What Do Figures Prove?

So only Milwaukee with its two brilliant rookies, Pettit and Selvy, and Syracuse with its two veterans stars, Schayes and Seymour, have but two players apiece in the top 24 scorers in the league. What does that prove? Probably that the Nats have the only “real” team in the league. If the name stars on those other clubs go sour the teams fall apart. If one of the Nats runs into a rough spell any one of the men on the bench goes into a game and takes up the slack. If probably proves, too, that figures can and often do lie. According to these figures, showing the Nats failing to lead in any one of the departments mentioned, the club wouldn’t figure to be running way ahead of the pack as it is. And in spite of the fact that the Nats are playing brilliantly and providing the fans with the best basketball team ever, the gate after the first 25 home games was off more than $5,000 compared with the 1953-54 season. The average per game gate last year after 25 games was $4,516. This season it is $4,282.

Kerr A Halftime Threat

A rehash of the post-game party Sunday at Danny Biasone’s Eastwood Sports Center finds it unanimously agreed that it was one of the most enjoyable ever. The entertainment supplied by Ed Peterson, Johnny Kerr and Bob Sexton was top grade. At first Peterson was billed as a trio, but the former Cornell and Nats star just entertained as well as three people might. Kerr’s vocal and clowning contributions would net the Nats a sellout if ever he performed in the War Memorial. The surprise of the night was Bob Sexton. Bob was called back for two encores and when I asked how come so much talent so long hidden he replied, “That’s the way I paid my way through college. Sang in a night club three nights a week and had a radio show.” A conversation with Tom Higgins appraising the party led into several discussions of the sport scene in Syracuse and the great Orange two-mile relay team. “I’ve been here 17 years and it’s the best, the most winning team ever to represent the Hill. Holy smokes, if they were being pressed every week they’d be the greatest ever. I saw them in New York and they won so easily that it was difficult for them to do their best.

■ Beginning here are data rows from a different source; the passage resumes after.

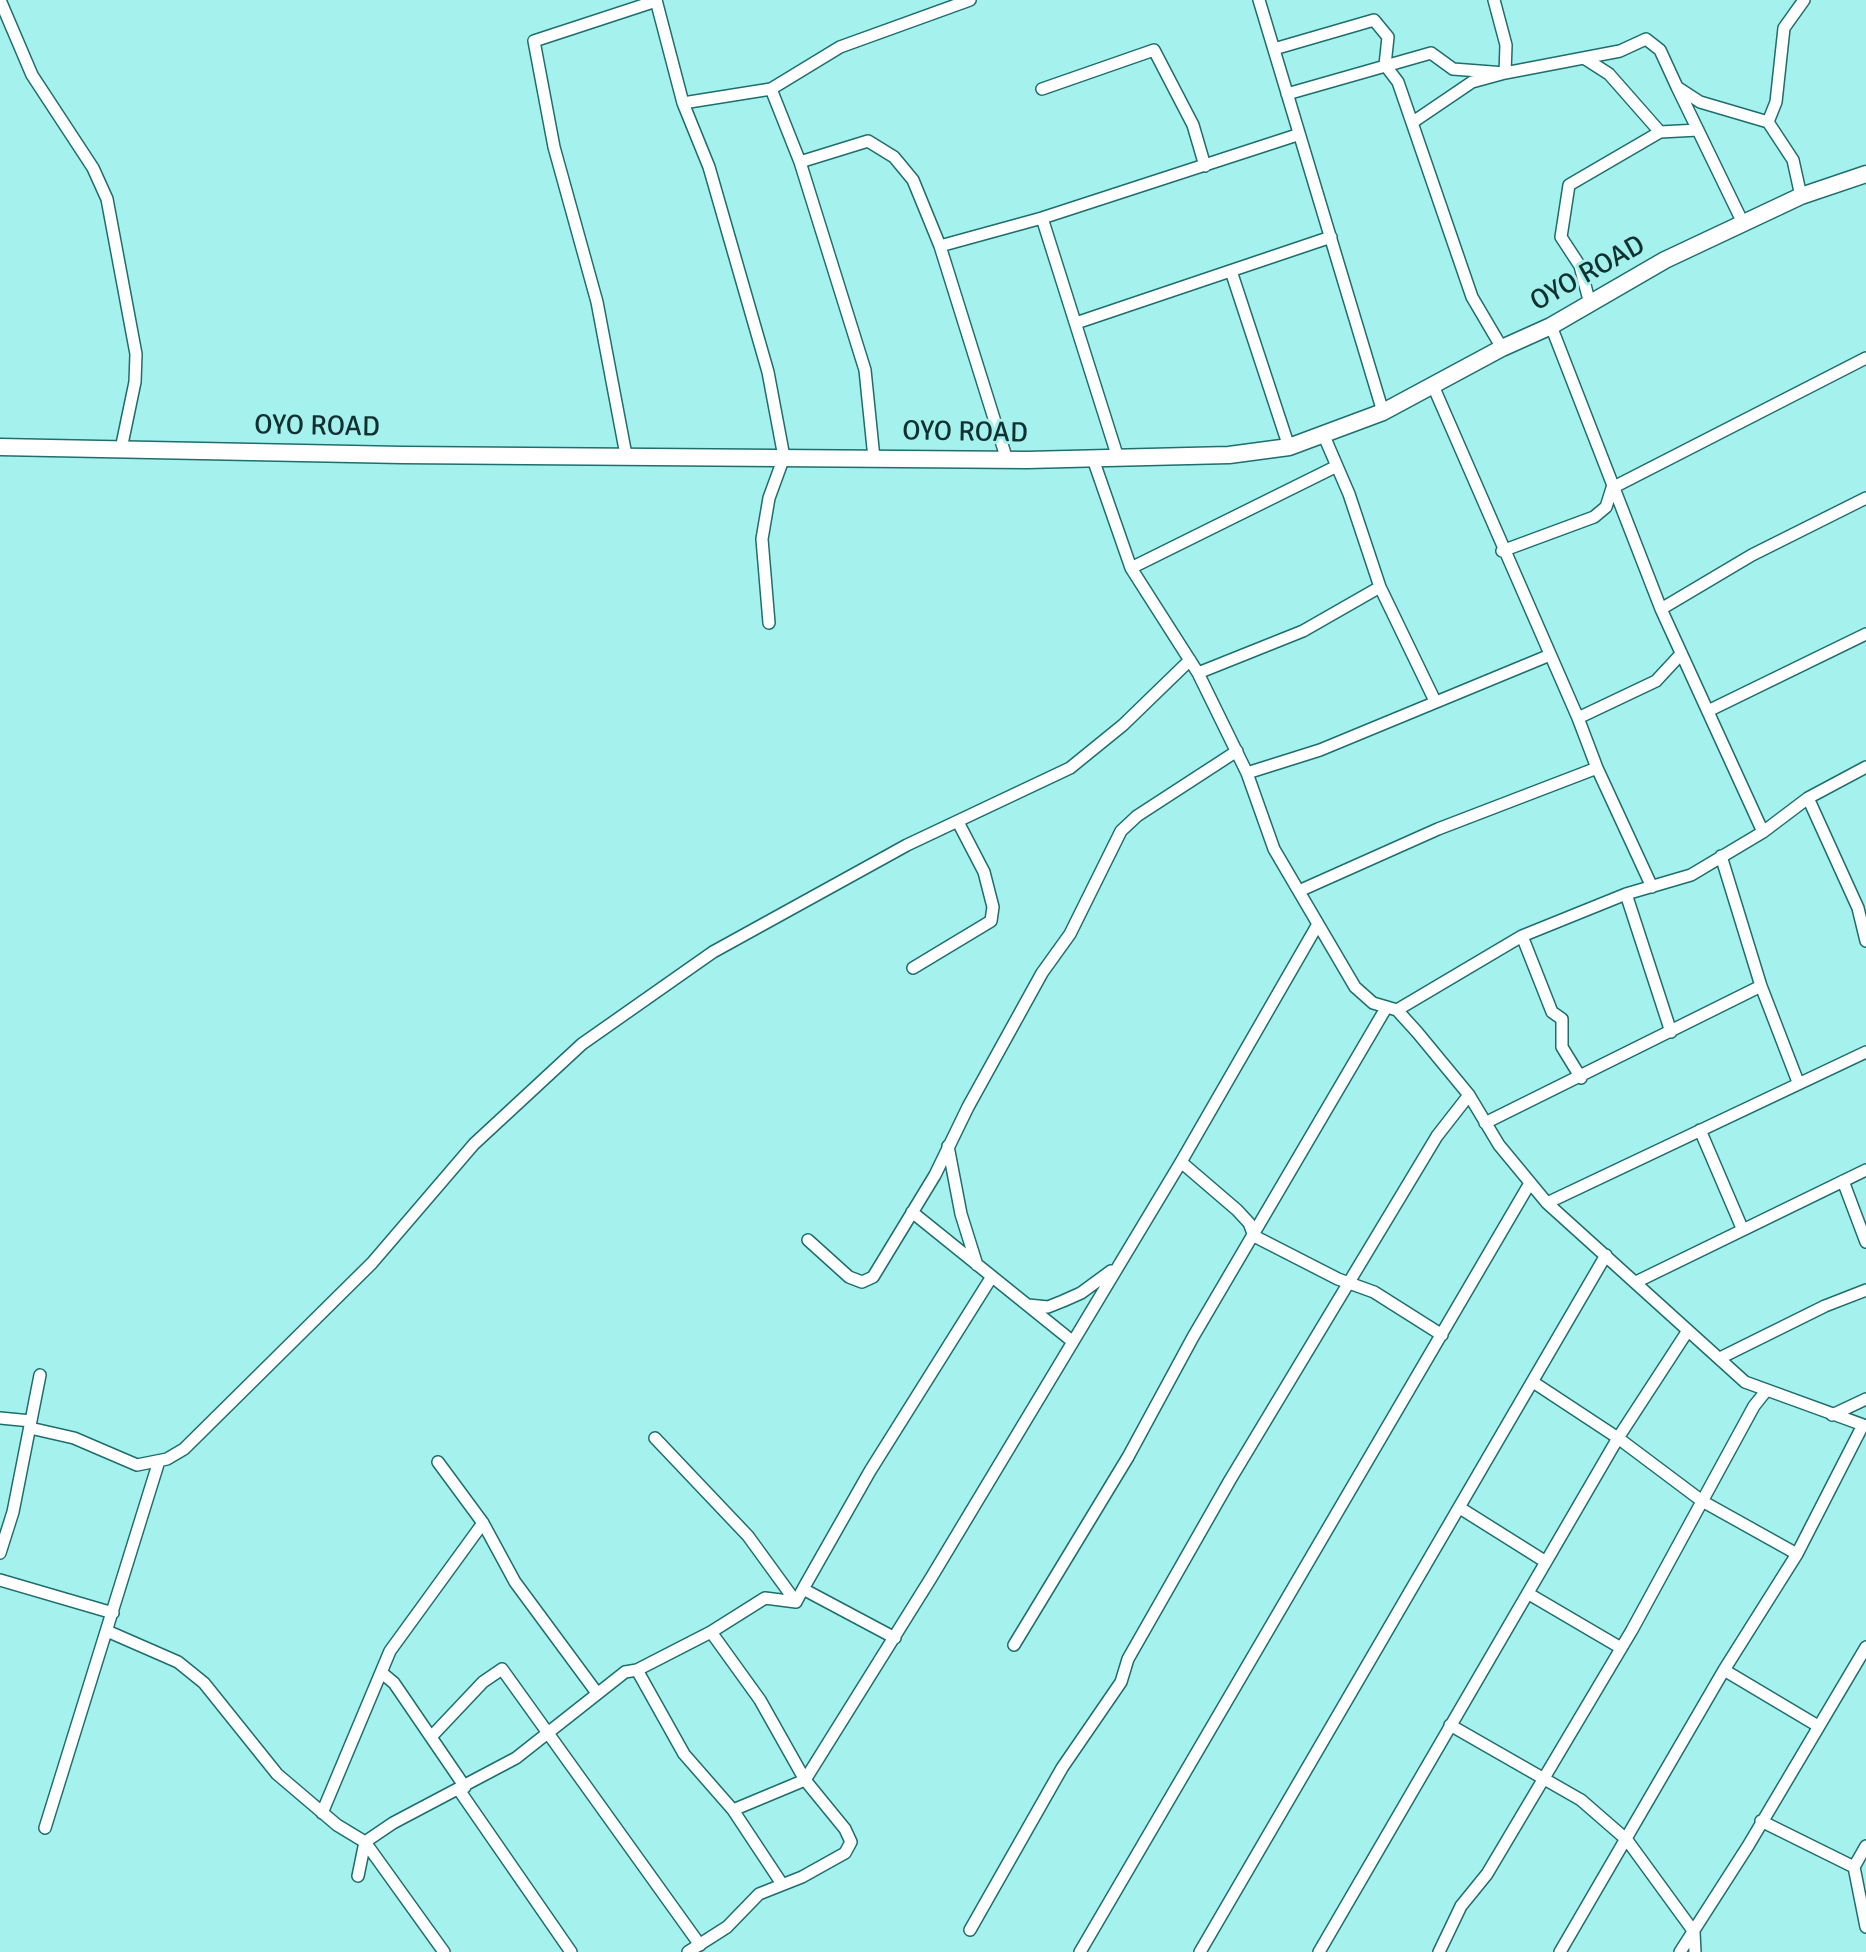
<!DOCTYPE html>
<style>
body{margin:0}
canvas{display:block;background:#a5f1ee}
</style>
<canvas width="1866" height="1952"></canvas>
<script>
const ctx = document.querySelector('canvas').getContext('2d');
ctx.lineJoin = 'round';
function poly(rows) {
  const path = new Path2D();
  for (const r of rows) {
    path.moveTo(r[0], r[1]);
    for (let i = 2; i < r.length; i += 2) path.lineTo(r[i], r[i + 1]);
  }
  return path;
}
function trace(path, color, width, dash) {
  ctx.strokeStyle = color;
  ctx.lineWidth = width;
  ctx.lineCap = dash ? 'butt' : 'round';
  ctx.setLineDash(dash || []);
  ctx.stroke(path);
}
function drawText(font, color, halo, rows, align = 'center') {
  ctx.font = font + ' Signika,sans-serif';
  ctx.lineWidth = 6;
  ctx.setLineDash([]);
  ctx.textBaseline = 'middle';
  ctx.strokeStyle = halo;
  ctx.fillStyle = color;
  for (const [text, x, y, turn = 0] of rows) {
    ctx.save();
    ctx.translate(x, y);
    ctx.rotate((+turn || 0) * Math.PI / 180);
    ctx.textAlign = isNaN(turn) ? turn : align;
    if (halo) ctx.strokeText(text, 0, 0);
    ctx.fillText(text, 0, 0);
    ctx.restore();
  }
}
const street = poly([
 [0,0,32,75,93,168,107,199,136,354,135,382,121,449],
 [656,0,683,103,709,167,768,372,784,457,769,498,762,539,769,623],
 [1259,0,1383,412],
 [1274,49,1374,20,1388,37,1385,65,1398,82,1472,297,1502,348],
 [1584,58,1609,74,1660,132],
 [1677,87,1743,223],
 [771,89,800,162,865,370,874,458],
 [1042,89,1154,50,1193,125,1205,166],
 [1287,94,1431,53,1453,69,1505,73,1620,51,1646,39,1660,50,1677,87,1700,102,1768,122],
 [683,103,771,89,840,47,970,0],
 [1413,122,1472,82,1505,73,1506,45,1494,0],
 [800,162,868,141,894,157,913,180,940,246,1007,460],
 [1801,196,1793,160,1768,122,1776,102,1784,28,1804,0],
 [1042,218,1118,458],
 [940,246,1042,218,1297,135],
 [1231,271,1289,447],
 [1590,304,1580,266,1561,237,1569,185,1660,132,1698,130],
 [1076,323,1331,237],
 [1551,326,1661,609,1763,832],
 [1434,388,1578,718,1597,768,1652,887],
 [1324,436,1349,494,1380,587,1435,701],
 [626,455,597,302,554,147,534,41,656,1],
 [1093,459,1131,568,1198,673,1247,773,1274,849,1355,987,1373,1003,1397,1010,1417,1032,1469,1095,1499,1145,1547,1203,1745,1382,1866,1426],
 [1502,551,1594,517,1606,507,1612,488,1866,358],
 [1131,568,1337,466],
 [1661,609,1752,555,1866,498],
 [1198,673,1303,631,1380,587],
 [1708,711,1866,634],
 [1578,718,1656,681,1681,654],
 [1247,773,1320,750,1550,655],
 [1808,798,1858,908,1866,941],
 [1721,856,1761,986,1798,1082],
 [1299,891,1438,829,1597,768],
 [1626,894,1671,1032],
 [1522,936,1552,1012,1562,1019,1562,1047,1581,1078],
 [913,968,991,921,993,907,984,872,958,822],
 [1397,1010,1522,936,1626,894,1691,875,1763,832,1808,798,1866,767],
 [1485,1123,1761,986],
 [1700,1130,1742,1228],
 [948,1146,961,1214,977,1265],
 [1181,1162,1237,1210,1249,1223,1254,1236,1338,1279,1374,1292,1442,1335],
 [1843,1181,1866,1242],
 [1547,1203,1866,1052],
 [912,1212,1072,1341],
 [808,1240,849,1277,862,1282,873,1277,935,1175,968,1107,1042,973,1070,934,1121,831,1137,816,1237,751],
 [1636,1282,1866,1170],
 [1028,1305,1048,1307,1063,1301,1081,1293,1111,1271],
 [1720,1358,1825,1306,1866,1290],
 [1533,1382,1618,1438,1702,1501,1797,1554],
 [1832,1415,1866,1399],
 [0,1418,31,1421],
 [30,1428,74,1438,137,1465,167,1459,184,1449,372,1263,474,1144,582,1044,713,952,907,845,1070,768,1123,725,1190,660],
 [655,1438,748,1536,796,1602,803,1589,895,1638],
 [438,1462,483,1523,515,1582,597,1693],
 [1460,1508,1546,1562],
 [0,1553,13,1512,40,1375],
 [0,1580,113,1613],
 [803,1589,870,1471,991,1278],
 [1529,1594,1621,1648],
 [107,1631,178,1662,204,1683,277,1774,337,1825,365,1842,444,1952],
 [711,1632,765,1598,796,1602],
 [1014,1645,1128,1457,1193,1337,1386,1008],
 [1724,1670,1818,1726],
 [382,1673,394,1683,465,1787],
 [1450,1725,1581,1800,1627,1840,1694,1932,1695,1952],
 [431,1737,483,1682,502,1669,700,1945],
 [459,1790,571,1952],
 [733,1810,805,1780,760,1700,711,1632,637,1670,684,1754,733,1810,782,1884],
 [322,1813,390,1651,483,1523],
 [1761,1821,1854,1867,1866,1927],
 [45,1828,159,1461],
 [1854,1867,1866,1846],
 [358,1876,365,1842,393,1823,516,1758,625,1672,637,1670],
 [970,1930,1062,1768,1121,1682,1128,1659,1230,1480,1437,1136,1469,1095],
 [688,1952,727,1927,759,1894,802,1877,845,1853,851,1842,845,1829,805,1780,931,1578,1181,1162,1318,924],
 [1080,1952,1530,1183],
 [1200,1952,1606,1255],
 [1319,1952,1618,1438,1687,1332],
 [1439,1952,1461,1906,1487,1874,1632,1630,1754,1406,1766,1391],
 [1560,1952,1724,1670,1797,1554,1863,1425],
 [1680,1952,1748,1846,1866,1647]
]);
const secondary = poly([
 [0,447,402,455,1027,460,1229,455,1289,447,1383,412,1502,348,1551,326,1665,260,1801,196,1866,174]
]);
trace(street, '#1d6e6d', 14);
trace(secondary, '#1d6e6d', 19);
trace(street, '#fff', 11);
trace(secondary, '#fff', 16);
drawText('28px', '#113130', '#a5f1ee', [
 ["OYO ROAD",1588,274,-29],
 ["OYO ROAD",317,427,1],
 ["OYO ROAD",965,433,1]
]);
</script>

It mentioned this to Vic Hanson and Vic finally had to admit, judging the team just on its record of victories and the number of records it has established, it must be the best team to represent Bill Orange.”

1959

Utica Daily Press- Nats' Team Attack Wallops Warriors

Syracuse—The Syracuse Nationals romped to a 133-103 victory over the Philadelphia Warriors in a meaningless National Basketball Assn., game yesterday which saw Vern Hatton score 30 points for the losers. Philadelphia played without Paul Arizin, who'll miss the last two regular season games because of a severe arm injury. Although the Warriors had three hot scorers as Andy Johnson hit for 28 and Joe Graboski netted 20, the Nats gave the full squad a workout and put seven men in double figures. Hal Greer, hitting on seven of 10 shots from the floor, led the winners with 22 points. Outshot and out-rebounded all the way, the Warriors not only missed Arizin sorely, but also were unable to stand the pressure of the Syracuse running attack. It was the Nats' eighth win in the 12-game series against Philadelphia. Dolph Schayes, who scored 18 points, tied a record held by Arnie Risen by playing his 758th pro game.

PHILADELPHIA: Graboski (8-4-20), Sauldsberry (1-0-2), Sparrow (0-0-0), Johnston (1-5-7), Johnson (11-6-28), Gola (2-7-11), Rodgers (0-3-3), Beck (1-0-2), Hatton (12-6-30) TOTALS (36-31-103). SYRACUSE: Schayes (6-6-18), Palazzi (4-1-9), Yardley (4-2-10), Dierking (4-5-13), Kerr (8-2-18), Hopkins (3-2-8), Costello (5-7-17), Greer (7-8-22), Bianchi (6-0-12), Dempsey (3-0-6), TOTALS (50-33-133).